Альбин Конечный: В какой-то степени она ушла, например, в кабаре, понимаете, переместилась уже на более высоком уровне, но все равно. Кстати, ведь кинематограф впервые показали на гуляниях — не в кинотеатрах. Впервые братьев Люмьер увидели в балагане.

Ирина Прохорова: Кстати говоря, вы отмечаете, что на самом деле раннее кино и строилось по балаганной структуре с ее гэгами. Это действительно низовое искусство, перешедшее в новые технологические рамки и дальше развивающееся долгое время под влиянием именно балаганной культуры.

Лев Оборин: Именно поэтому многие люди начала ХХ века считали, что кино — это какой-то ужас, это потворство самым низменным смеховым инстинктам человека. Вот эти все политые поливальщики и, как писал Чуковский, «бега тещ» — это то, что считалось искусством грядущего Хама. Еще Ходасевич в гораздо более поздние времена писал об «идиотствах Шарло», то есть Чарли Чаплина. Они просто не увидели начала кинематографа как серьезного искусства. Да, он очень долго сохранял связь с сугубо развлекательным искусством.

Ирина Прохорова: Я хотела бы вернуться к тому, как складывалась повседневность в Петербурге XIX века. Альбин Михайлович, очень важное место в вашей книжке занимает рассказ о Николае Анциферове, который был одним из основателей идеи экскурсий, просвещения и интереса к Петербургу и его повседневности. Краеведение в 30-х годах было разгромлено, и была попытка заменить его идеологическим рассказом о революционном движении, рабочем классе и так далее.
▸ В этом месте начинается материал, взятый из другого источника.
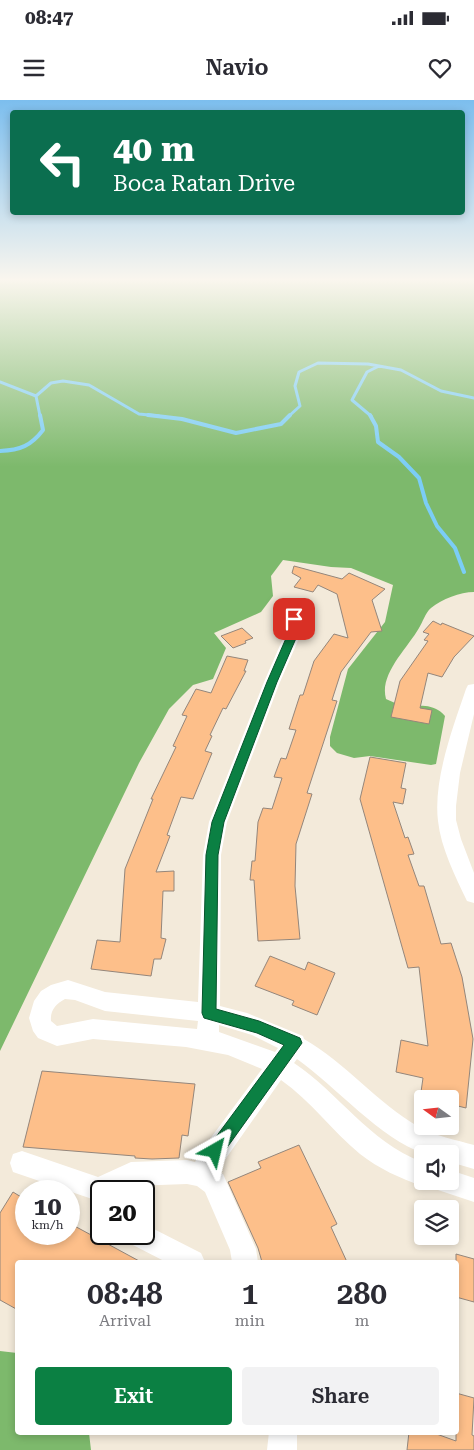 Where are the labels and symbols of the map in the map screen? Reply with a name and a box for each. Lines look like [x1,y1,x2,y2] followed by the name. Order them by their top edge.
[273,598,315,640] pin
[414,1090,459,1135] north arrow
[188,1124,240,1176] position arrow
[90,1180,155,1245] speed limit sign: 20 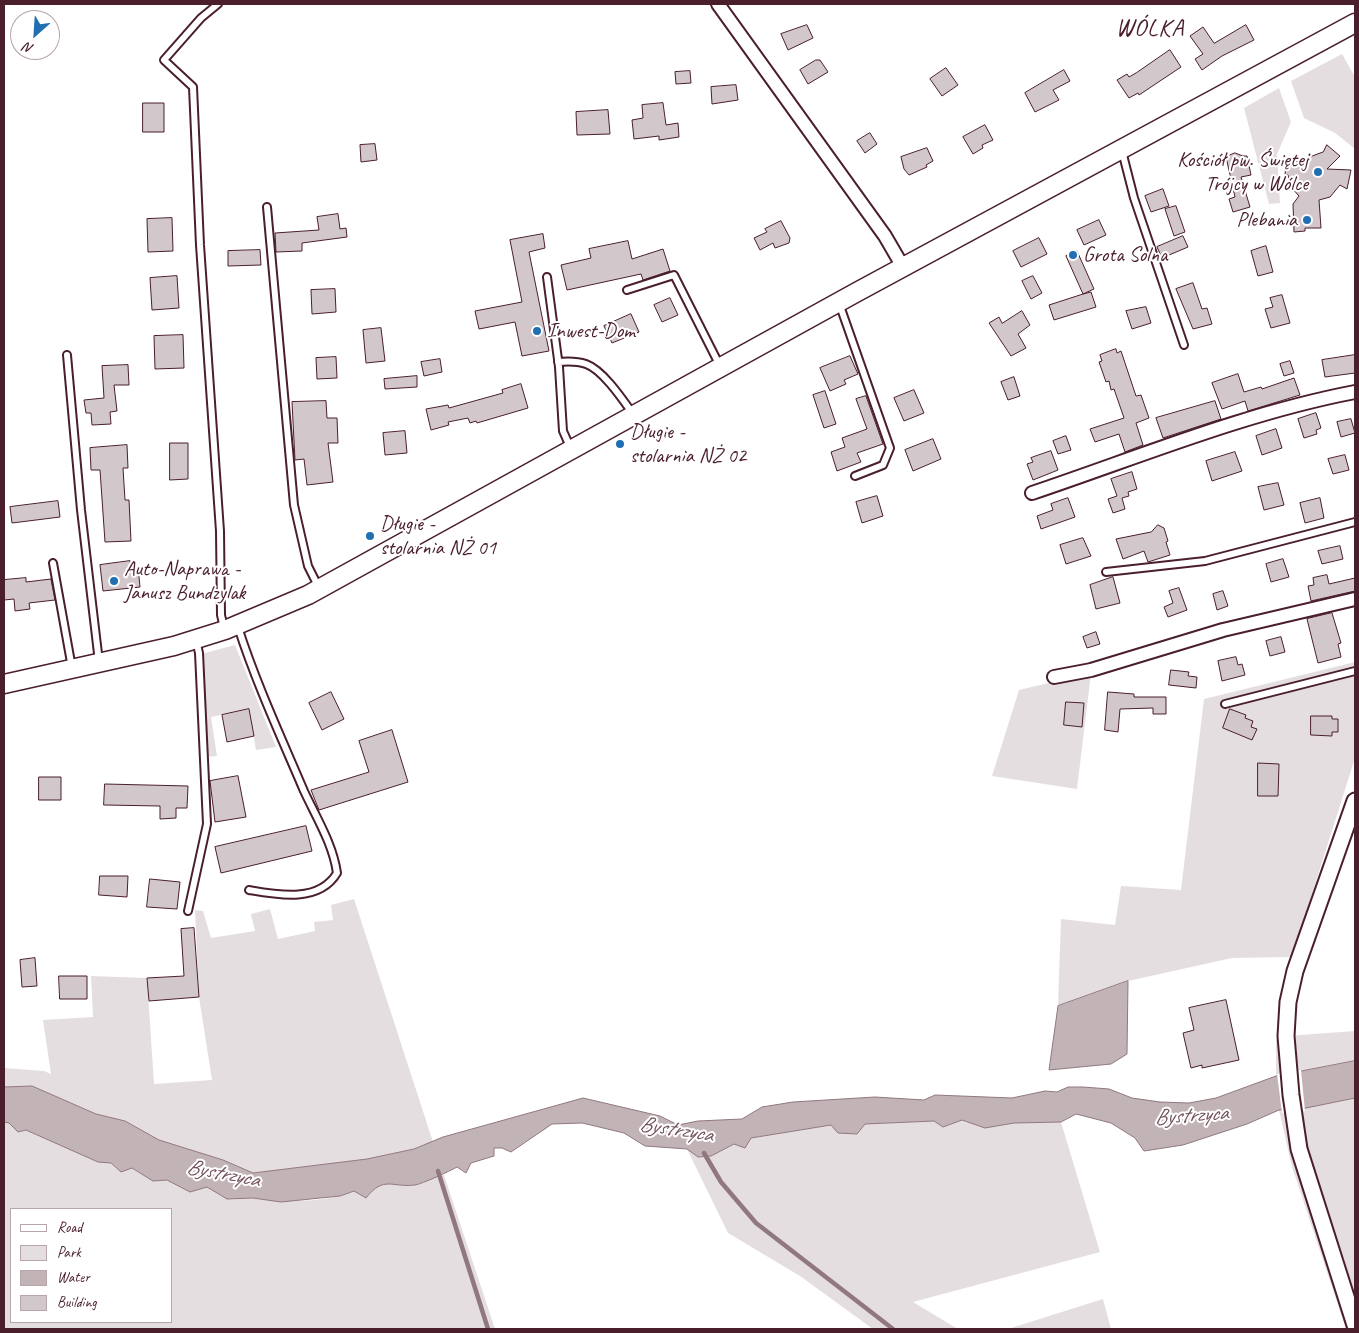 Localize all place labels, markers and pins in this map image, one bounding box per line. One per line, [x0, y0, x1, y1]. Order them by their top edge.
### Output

Альбин Конечный: Я хотел бы начать с Гревса, потому что он был основателем этой школы, по сути дела. Он своих учеников, к которым относился и Анциферов, возил, например, в Италию, и он говорил: прежде, чем изучать город, нужно забраться куда-нибудь высоко — на колокольню, на холм, понять эту структуру сверху, а потом спуститься вниз и уже постепенно осваивать пространство. В общем, это все пошло от Гревса. И после революции многие люди, которым было дорого прошлое, стали создавать такие организации, как экскурсионный институт, чтобы пропагандировать именно прошлое среди студентов и для всех интересующихся. И так же возникло общество «Старый Петербург», которое тоже этим занималось и которое тоже было в результате разгромлено. Их попытки оказались неудачными, но они все равно оставили свой след.

Лев Оборин: Тут сразу вспоминаются истории Довлатова о параллельных краеведах, которые промышляли тем, что говорили, что сейчас они покажут настоящую могилу Пушкина, когда приезжали в Пушкинские горы, или сейчас расскажут что-то подлинное об отношениях Петра с лошадью и змеей, и все эти замечательные анекдоты про доверчивых иностранцев, к которым подходили и говорили: сейчас мы вам расскажем не то, что вам говорит официальный экскурсовод. Так что я думаю, что параллельное паракраеведение будет процветать всегда — точно так же, как существуют сейчас экскурсии по мистическим местам, диггерские экскурсии по метро и тому подобные вещи.

Ирина Прохорова: Мне кажется, что очень важный момент — это возрождающийся интерес к локальной истории, начавшийся с 90-х годов и сейчас очевидный, к индивидуальной истории. Про Петербург в данном случае мне судить сложнее — все-таки тут богатая традиция краеведения. Мы можем считать, что возрождающийся интерес к локальной истории, в том числе к истории города, это такой позитивный момент постижения истории города и страны? Альбин Михайлович, как вы считаете?

Альбин Конечный: Трудно ответить на этот вопрос. Все-таки я думаю, что петербуржцы не забывают свое прошлое, возвращаются к нему — оно дорого для них. Это наша генетическая база.